◆ Task requirements ◆
The data below is to be repeated in full, exactly as given.

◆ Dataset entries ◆

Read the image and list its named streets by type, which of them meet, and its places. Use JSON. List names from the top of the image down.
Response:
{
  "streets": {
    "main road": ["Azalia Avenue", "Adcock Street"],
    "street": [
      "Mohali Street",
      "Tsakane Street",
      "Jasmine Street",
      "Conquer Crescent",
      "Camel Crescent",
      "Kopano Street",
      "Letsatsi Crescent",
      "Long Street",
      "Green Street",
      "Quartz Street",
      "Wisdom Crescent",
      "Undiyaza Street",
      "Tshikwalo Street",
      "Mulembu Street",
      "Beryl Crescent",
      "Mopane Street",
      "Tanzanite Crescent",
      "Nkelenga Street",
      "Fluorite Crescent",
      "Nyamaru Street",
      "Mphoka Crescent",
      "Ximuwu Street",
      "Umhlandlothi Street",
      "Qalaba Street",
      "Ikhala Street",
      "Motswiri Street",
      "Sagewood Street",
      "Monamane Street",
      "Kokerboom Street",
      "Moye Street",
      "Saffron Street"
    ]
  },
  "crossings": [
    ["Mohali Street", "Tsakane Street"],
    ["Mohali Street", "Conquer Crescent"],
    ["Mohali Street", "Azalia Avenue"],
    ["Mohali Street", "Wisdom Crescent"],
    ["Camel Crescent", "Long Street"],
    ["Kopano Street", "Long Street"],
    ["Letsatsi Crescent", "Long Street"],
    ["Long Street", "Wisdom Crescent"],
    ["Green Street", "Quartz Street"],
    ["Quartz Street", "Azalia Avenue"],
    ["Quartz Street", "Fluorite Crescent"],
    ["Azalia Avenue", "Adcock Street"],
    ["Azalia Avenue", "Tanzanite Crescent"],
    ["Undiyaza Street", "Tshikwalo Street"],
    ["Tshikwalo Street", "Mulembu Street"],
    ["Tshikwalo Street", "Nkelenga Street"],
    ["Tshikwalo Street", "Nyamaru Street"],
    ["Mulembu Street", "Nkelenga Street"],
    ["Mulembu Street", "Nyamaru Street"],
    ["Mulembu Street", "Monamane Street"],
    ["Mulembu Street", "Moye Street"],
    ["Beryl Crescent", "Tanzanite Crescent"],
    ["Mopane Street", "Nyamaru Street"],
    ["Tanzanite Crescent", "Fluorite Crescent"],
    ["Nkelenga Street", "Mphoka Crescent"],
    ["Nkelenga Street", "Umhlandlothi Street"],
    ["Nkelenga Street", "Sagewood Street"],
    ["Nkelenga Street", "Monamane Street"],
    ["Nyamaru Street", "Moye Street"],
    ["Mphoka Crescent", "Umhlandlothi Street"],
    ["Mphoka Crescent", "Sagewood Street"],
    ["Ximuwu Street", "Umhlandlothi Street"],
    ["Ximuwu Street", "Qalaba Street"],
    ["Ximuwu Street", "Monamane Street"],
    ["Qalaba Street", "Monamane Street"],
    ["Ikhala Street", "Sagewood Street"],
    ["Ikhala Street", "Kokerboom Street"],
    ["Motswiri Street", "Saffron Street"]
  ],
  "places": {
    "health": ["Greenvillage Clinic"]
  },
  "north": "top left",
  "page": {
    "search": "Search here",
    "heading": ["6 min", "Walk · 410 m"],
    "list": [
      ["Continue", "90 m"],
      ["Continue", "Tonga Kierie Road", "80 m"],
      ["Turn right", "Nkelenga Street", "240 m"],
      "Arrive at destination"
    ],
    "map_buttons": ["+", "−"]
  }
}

◆ Answer area ◆
Read the image and list its named streets by type, which of them meet, and its places. Use JSON. List names from the top of the image down.
Response:
{
  "streets": {
    "main road": ["Azalia Avenue", "Adcock Street"],
    "street": [
      "Mohali Street",
      "Tsakane Street",
      "Jasmine Street",
      "Conquer Crescent",
      "Camel Crescent",
      "Kopano Street",
      "Letsatsi Crescent",
      "Long Street",
      "Green Street",
      "Quartz Street",
      "Wisdom Crescent",
      "Undiyaza Street",
      "Tshikwalo Street",
      "Mulembu Street",
      "Beryl Crescent",
      "Mopane Street",
      "Tanzanite Crescent",
      "Nkelenga Street",
      "Fluorite Crescent",
      "Nyamaru Street",
      "Mphoka Crescent",
      "Ximuwu Street",
      "Umhlandlothi Street",
      "Qalaba Street",
      "Ikhala Street",
      "Motswiri Street",
      "Sagewood Street",
      "Monamane Street",
      "Kokerboom Street",
      "Moye Street",
      "Saffron Street"
    ]
  },
  "crossings": [
    ["Mohali Street", "Tsakane Street"],
    ["Mohali Street", "Conquer Crescent"],
    ["Mohali Street", "Azalia Avenue"],
    ["Mohali Street", "Wisdom Crescent"],
    ["Camel Crescent", "Long Street"],
    ["Kopano Street", "Long Street"],
    ["Letsatsi Crescent", "Long Street"],
    ["Long Street", "Wisdom Crescent"],
    ["Green Street", "Quartz Street"],
    ["Quartz Street", "Azalia Avenue"],
    ["Quartz Street", "Fluorite Crescent"],
    ["Azalia Avenue", "Adcock Street"],
    ["Azalia Avenue", "Tanzanite Crescent"],
    ["Undiyaza Street", "Tshikwalo Street"],
    ["Tshikwalo Street", "Mulembu Street"],
    ["Tshikwalo Street", "Nkelenga Street"],
    ["Tshikwalo Street", "Nyamaru Street"],
    ["Mulembu Street", "Nkelenga Street"],
    ["Mulembu Street", "Nyamaru Street"],
    ["Mulembu Street", "Monamane Street"],
    ["Mulembu Street", "Moye Street"],
    ["Beryl Crescent", "Tanzanite Crescent"],
    ["Mopane Street", "Nyamaru Street"],
    ["Tanzanite Crescent", "Fluorite Crescent"],
    ["Nkelenga Street", "Mphoka Crescent"],
    ["Nkelenga Street", "Umhlandlothi Street"],
    ["Nkelenga Street", "Sagewood Street"],
    ["Nkelenga Street", "Monamane Street"],
    ["Nyamaru Street", "Moye Street"],
    ["Mphoka Crescent", "Umhlandlothi Street"],
    ["Mphoka Crescent", "Sagewood Street"],
    ["Ximuwu Street", "Umhlandlothi Street"],
    ["Ximuwu Street", "Qalaba Street"],
    ["Ximuwu Street", "Monamane Street"],
    ["Qalaba Street", "Monamane Street"],
    ["Ikhala Street", "Sagewood Street"],
    ["Ikhala Street", "Kokerboom Street"],
    ["Motswiri Street", "Saffron Street"]
  ],
  "places": {
    "health": ["Greenvillage Clinic"]
  },
  "north": "top left",
  "page": {
    "search": "Search here",
    "heading": ["6 min", "Walk · 410 m"],
    "list": [
      ["Continue", "90 m"],
      ["Continue", "Tonga Kierie Road", "80 m"],
      ["Turn right", "Nkelenga Street", "240 m"],
      "Arrive at destination"
    ],
    "map_buttons": ["+", "−"]
  }
}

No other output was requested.